Only the lines that include "main" should be copied from the data below.

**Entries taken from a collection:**

'''

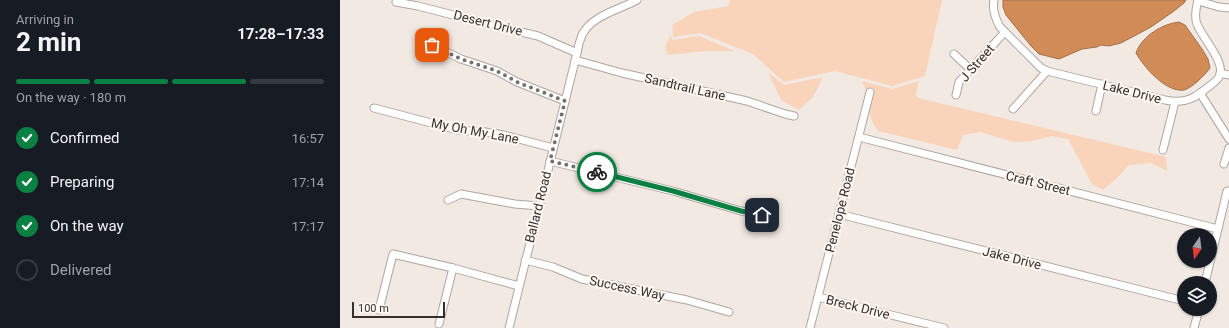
<!DOCTYPE html>
<meta charset="utf-8">
<style>
:root{--surface:#171b24;--page:#20242c;--text:#f1f3f6;--muted:#9ea1a6;--line:#363941;--accent:#0b8043}
body{margin:0;font-family:Roboto,sans-serif;background:var(--page);color:var(--text);height:100vh;display:flex;flex-direction:column;font-size:15px;white-space:nowrap}
*{box-sizing:border-box;margin:0}
p{font-size:13px;color:var(--muted)}
.icon{flex:none;width:22px;height:22px;fill:none;stroke:currentColor;stroke-width:2;stroke-linecap:round;stroke-linejoin:round}
.map{position:relative;flex:1;overflow:hidden}
.side{display:flex;flex-direction:column;background:var(--surface);width:340px}
.side>*{flex:none}
.needle{width:26px;rotate:194deg}
.fabs{position:absolute;left:837px;top:228px;display:grid;gap:8px}
.fabs a{display:grid;place-items:center;width:40px;height:40px;border-radius:50%;background:var(--surface);box-shadow:0 1px 3px #0004;font-size:20px}
.scale{position:absolute;left:12px;bottom:10px;width:93px;box-sizing:border-box;padding-left:4px;border:2px solid #33302d;border-top:0;font-size:11px;line-height:14px;white-space:nowrap;color:#33302d;-webkit-text-stroke:3px #fff6f0;paint-order:stroke}
.pin{position:absolute;display:grid;place-items:center;width:34px;height:34px;color:#fff;margin:-17px;border-radius:8px;box-shadow:0 2px 6px #0006}
.courier{position:absolute;display:grid;place-items:center;width:40px;height:40px;margin:-20px;border:3px solid #0b8043;border-radius:50%;background:#fff;color:#222;box-shadow:0 1px 5px #0007}
.headline em{font-style:normal;font-weight:700}
.headline div{display:flex;flex-direction:column-reverse}
.headline{display:flex;align-items:center;justify-content:space-between;height:68px;padding:0 16px}
h1{font-size:26px;font-weight:700;line-height:30px}
.bar{display:grid;grid-template-columns:repeat(4,1fr);gap:6px 4px;align-content:center;height:48px;padding:0 16px}
.bar i{height:5px;border-radius:3px;background:var(--line)}
.bar .on{background:var(--accent)}
.bar p{grid-column:span 4}
ol{padding:0 16px;list-style:none}
li{display:flex;align-items:center;gap:12px;height:44px}
li p{margin-inline-start:auto}
li .icon{padding:4px;border-radius:50%;background:var(--accent);color:#fff;stroke-width:4}
li:last-child{color:var(--muted)}
li i{width:22px;height:22px;border:2px solid var(--line);border-radius:50%}
main{display:flex;flex:1;min-height:0}
.map>svg:first-child{display:block}
</style>
<main>
<section class="side">
<div class="headline"><div><h1>2 min</h1><p>Arriving in</p></div><em>17:28–17:33</em></div>
<div class="bar"><i class="on"></i><i class="on"></i><i class="on"></i><i></i><p>On the way · 180 m</p></div>
<ol>
<li><svg class="icon" aria-label="check" viewBox="0 0 24 24"><path d="M5 12l5 5 9-10"/></svg>Confirmed<p>16:57</p></li>
<li><svg class="icon" aria-label="check" viewBox="0 0 24 24"><path d="M5 12l5 5 9-10"/></svg>Preparing<p>17:14</p></li>
<li><svg class="icon" aria-label="check" viewBox="0 0 24 24"><path d="M5 12l5 5 9-10"/></svg>On the way<p>17:17</p></li>
<li><i></i>Delivered</li>
</ol>
</section>
<div class="map">
<svg width="889" height="328" viewBox="0 0 889 328">
<rect width="100%" height="100%" fill="#f2e9e3"/>
<g fill="#f9d4ba">
<path d="M390,0H602L585,76L552,86L495,71L444,82L413,54L360,33L333,37L332,25L354,12L388,6Z"/>
<path d="M330,36L333,40L359,36L395,51H366L328,55L325,47Z"/>
<path d="M428,72L444,85L483,77L473,97L459,110L441,100Z"/>
<path d="M522,81L552,89L579,81L576,94L578,98L826,157L827,171L811,163L789,165L776,179L763,190L752,184L728,139L712,136L692,141L674,142L640,132L623,135L617,150L538,131C526,113 529,109 534,89L529,88L527,93Z"/>
</g>
<g fill="#d18b56" stroke="#a2704a">
<path d="M663,0H846L844,3L834,11L811,27L781,43L769,46L761,45L757,47L742,49L719,59L699,54L691,46L666,15L663,7Z"/>
<path d="M839,22L845,25L862,49L868,59L870,68C865,75 852,88 844,90C826,93 803,66 796,53C802,36 822,24 839,22Z"/>
</g>
<g fill="none" stroke-linecap="round" stroke-linejoin="round">
<defs>
<g id="minor">
<path d="M654,0C652,10 655,18 660,27L701,68L707,71L825,100C840,103 851,101 863,91C868,87 876,82 879,77C887,63 862,38 857,24C854,17 856,8 858,0"/>
<path d="M858,1L879,7L889,8"/>
<path d="M56,2L78,6L144,23L198,36L237,53"/>
<path d="M92,45L121,59L157,71L177,82L225,101"/>
<path d="M614,54L630,69"/>
<path d="M235,60L282,73L407,101L445,114L454,116"/>
<path d="M880,73L889,75"/>
<path d="M860,93L889,139"/>
<path d="M616,95L619,82L664,33"/>
<path d="M34,108L118,130L145,132L164,135L213,148"/>
<path d="M673,109L707,71"/>
<path d="M756,111L762,84"/>
<path d="M519,137L878,229"/>
<path d="M823,150L835,102"/>
<path d="M210,161L333,191L401,211L422,215"/>
<path d="M884,164L889,148"/>
<path d="M108,200L121,194L175,204L199,206"/>
<path d="M499,214L844,301"/>
<path d="M185,260L213,267L242,279L347,300L389,312"/>
<path d="M865,283L887,191"/>
<path d="M478,297L604,328"/>
<path d="M39,310L53,254L113,268L179,286"/>
<path d="M99,324L113,268"/>
<path d="M169,328L237,53C238,47 240,40 242,35C252,15 279,10 297,0"/>
<path d="M470,328L530,92"/>
<path d="M854,328L859,309"/>
</g>
</defs>
<use href="#minor" stroke="#aea6a0" stroke-width="9"/>
<use href="#minor" stroke="#fff" stroke-width="7"/>
</g>
<g fill="none" stroke-linecap="round" stroke-linejoin="round">
<path stroke="#76716d" stroke-width="4" stroke-dasharray="0 7.2" d="M92,45L121,59L157,71L177,82L225,101L210,161L257,172"/>
<path stroke="#0b8043" stroke-width="5" d="M257,172L333,191L401,211L422,215"/>
</g>
<g text-anchor="middle" dominant-baseline="central" stroke-width="4" stroke-linejoin="round" paint-order="stroke">
<g font-size="13" fill="#33302d" stroke="#fff6f0">
<text transform="translate(148 23) rotate(14)">Desert Drive</text>
<text transform="translate(637 63) rotate(-49)">J Street</text>
<text transform="translate(345 87) rotate(13)">Sandtrail Lane</text>
<text transform="translate(792 92) rotate(14)">Lake Drive</text>
<text transform="translate(135 131) rotate(11)">My Oh My Lane</text>
<text transform="translate(698 183) rotate(14)">Craft Street</text>
<text transform="translate(198 207) rotate(-76)">Ballard Road</text>
<text transform="translate(500 210) rotate(-76)">Penelope Road</text>
<text transform="translate(672 258) rotate(14)">Jake Drive</text>
<text transform="translate(287 288) rotate(12)">Success Way</text>
<text transform="translate(518 307) rotate(14)">Breck Drive</text>
</g>
</g>
</svg>
<div class="fabs">
<a><svg class="needle" viewBox="-14 -14 28 28"><path d="M0-13l5 13h-10z" fill="#e53935"/><path d="M0 13l5-13h-10z" fill="#9ea1a6"/></svg></a>
<a><svg class="icon" aria-label="layers" viewBox="0 0 24 24"><path d="M12 4l9 5-9 5-9-5zM3 14l9 5 9-5"/></svg></a>
</div>
<div class="scale">100 m</div>
<div class="pin" style="left:92px;top:45px;background:#ea580c"><svg class="icon" aria-label="bag" viewBox="0 0 24 24"><path d="M5 8h14l-1 12H6zM9 8a3 3 0 0 1 6 0"/></svg></div>
<div class="pin" style="left:422px;top:215px;background:#1f2937"><svg class="icon" aria-label="home" viewBox="0 0 24 24"><path d="M3 11l9-7 9 7M6 9v11h12V9"/></svg></div>
<div class="courier" style="left:257px;top:172px"><svg class="icon" aria-label="bike" viewBox="0 0 24 24"><circle cx="6" cy="16" r="4"/><circle cx="18" cy="16" r="4"/><path d="M6 16l4-8h5l3 8M10 8l3 8H6M13 5h3"/></svg></div>
</div>
</main>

'''

**Solution to the exercise:**
main{display:flex;flex:1;min-height:0}
<main>
</main>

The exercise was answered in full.